━━━ DATA TO USE ━━━

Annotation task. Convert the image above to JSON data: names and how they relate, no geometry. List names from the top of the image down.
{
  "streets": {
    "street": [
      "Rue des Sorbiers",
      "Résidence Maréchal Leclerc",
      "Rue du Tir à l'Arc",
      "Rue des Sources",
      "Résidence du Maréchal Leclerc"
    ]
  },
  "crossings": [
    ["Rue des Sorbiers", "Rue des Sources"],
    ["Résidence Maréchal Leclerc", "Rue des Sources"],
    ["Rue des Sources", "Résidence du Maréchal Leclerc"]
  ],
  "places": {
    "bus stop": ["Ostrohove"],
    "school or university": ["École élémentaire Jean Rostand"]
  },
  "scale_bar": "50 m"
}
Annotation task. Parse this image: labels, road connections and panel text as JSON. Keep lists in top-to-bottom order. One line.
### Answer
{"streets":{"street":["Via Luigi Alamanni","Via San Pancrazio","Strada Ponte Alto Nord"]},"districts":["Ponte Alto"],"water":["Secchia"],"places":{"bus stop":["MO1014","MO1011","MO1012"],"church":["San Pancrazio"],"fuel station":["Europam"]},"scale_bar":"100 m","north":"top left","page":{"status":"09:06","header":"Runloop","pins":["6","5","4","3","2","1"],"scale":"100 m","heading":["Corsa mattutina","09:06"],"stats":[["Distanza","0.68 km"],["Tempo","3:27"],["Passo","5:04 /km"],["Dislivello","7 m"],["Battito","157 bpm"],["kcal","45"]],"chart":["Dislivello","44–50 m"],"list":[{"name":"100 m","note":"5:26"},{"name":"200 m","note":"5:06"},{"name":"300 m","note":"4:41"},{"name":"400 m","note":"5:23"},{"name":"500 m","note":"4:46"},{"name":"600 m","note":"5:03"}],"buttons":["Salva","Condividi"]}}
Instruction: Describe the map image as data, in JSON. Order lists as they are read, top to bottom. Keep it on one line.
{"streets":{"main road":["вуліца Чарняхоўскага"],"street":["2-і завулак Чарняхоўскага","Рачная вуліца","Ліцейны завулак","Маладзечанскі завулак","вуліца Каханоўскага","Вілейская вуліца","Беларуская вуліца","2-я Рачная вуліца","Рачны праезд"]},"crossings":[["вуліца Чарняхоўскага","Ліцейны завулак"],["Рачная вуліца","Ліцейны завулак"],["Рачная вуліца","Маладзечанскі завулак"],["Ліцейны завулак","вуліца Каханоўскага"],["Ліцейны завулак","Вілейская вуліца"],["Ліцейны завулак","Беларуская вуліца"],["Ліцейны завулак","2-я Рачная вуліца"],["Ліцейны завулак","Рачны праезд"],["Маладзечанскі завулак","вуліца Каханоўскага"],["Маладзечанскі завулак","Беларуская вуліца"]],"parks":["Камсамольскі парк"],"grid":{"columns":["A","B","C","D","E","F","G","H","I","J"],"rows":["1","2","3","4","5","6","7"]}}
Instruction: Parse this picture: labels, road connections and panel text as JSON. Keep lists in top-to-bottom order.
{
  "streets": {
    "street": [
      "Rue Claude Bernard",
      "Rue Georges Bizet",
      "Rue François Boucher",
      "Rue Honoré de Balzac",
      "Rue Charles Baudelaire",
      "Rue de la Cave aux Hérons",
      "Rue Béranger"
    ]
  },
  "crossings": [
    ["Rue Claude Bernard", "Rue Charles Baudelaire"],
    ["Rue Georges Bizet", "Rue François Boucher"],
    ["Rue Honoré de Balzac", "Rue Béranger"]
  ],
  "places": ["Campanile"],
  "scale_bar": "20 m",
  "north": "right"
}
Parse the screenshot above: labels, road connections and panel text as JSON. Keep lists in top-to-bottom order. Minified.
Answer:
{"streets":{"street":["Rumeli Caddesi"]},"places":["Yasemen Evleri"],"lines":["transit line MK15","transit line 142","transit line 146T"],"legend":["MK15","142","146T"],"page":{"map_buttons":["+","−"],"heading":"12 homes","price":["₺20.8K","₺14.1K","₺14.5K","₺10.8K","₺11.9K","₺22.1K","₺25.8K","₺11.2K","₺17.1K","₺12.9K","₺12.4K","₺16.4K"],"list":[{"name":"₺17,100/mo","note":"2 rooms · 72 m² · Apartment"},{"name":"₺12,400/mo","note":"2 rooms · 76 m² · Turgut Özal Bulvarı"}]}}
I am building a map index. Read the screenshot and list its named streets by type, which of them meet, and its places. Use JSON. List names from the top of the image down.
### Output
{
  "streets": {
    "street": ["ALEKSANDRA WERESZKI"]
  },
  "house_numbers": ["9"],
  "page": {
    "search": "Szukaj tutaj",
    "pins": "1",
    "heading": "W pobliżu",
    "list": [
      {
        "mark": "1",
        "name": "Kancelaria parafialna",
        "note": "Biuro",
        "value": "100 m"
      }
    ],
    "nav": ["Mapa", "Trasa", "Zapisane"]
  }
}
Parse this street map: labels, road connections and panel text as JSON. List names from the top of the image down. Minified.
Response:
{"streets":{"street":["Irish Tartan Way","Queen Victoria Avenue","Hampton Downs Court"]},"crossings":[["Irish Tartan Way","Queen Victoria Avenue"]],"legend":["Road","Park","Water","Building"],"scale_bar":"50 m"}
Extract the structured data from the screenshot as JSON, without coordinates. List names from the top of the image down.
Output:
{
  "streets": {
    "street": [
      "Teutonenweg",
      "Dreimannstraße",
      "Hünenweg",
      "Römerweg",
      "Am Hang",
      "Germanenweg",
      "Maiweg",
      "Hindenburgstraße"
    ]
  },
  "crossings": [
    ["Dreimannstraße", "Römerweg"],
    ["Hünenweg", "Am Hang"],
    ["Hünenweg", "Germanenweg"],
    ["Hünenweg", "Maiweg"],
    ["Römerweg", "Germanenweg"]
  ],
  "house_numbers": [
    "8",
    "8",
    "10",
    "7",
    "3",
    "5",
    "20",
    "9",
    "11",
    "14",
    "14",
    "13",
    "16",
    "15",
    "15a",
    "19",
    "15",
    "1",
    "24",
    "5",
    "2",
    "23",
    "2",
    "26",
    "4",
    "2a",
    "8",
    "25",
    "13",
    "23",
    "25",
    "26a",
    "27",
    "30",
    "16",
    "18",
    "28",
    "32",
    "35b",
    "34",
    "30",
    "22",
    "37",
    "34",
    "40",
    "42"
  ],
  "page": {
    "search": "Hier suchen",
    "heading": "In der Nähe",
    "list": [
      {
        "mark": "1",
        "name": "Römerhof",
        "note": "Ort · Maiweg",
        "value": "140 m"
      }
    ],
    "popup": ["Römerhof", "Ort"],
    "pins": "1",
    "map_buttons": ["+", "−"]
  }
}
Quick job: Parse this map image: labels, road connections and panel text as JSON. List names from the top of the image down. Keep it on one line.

━━━

> [ASSIGNED TASK]: Tally the lines in the material above that contain "Minified". Respond with the number and nothing else.

> [TASK ANSWER]: 2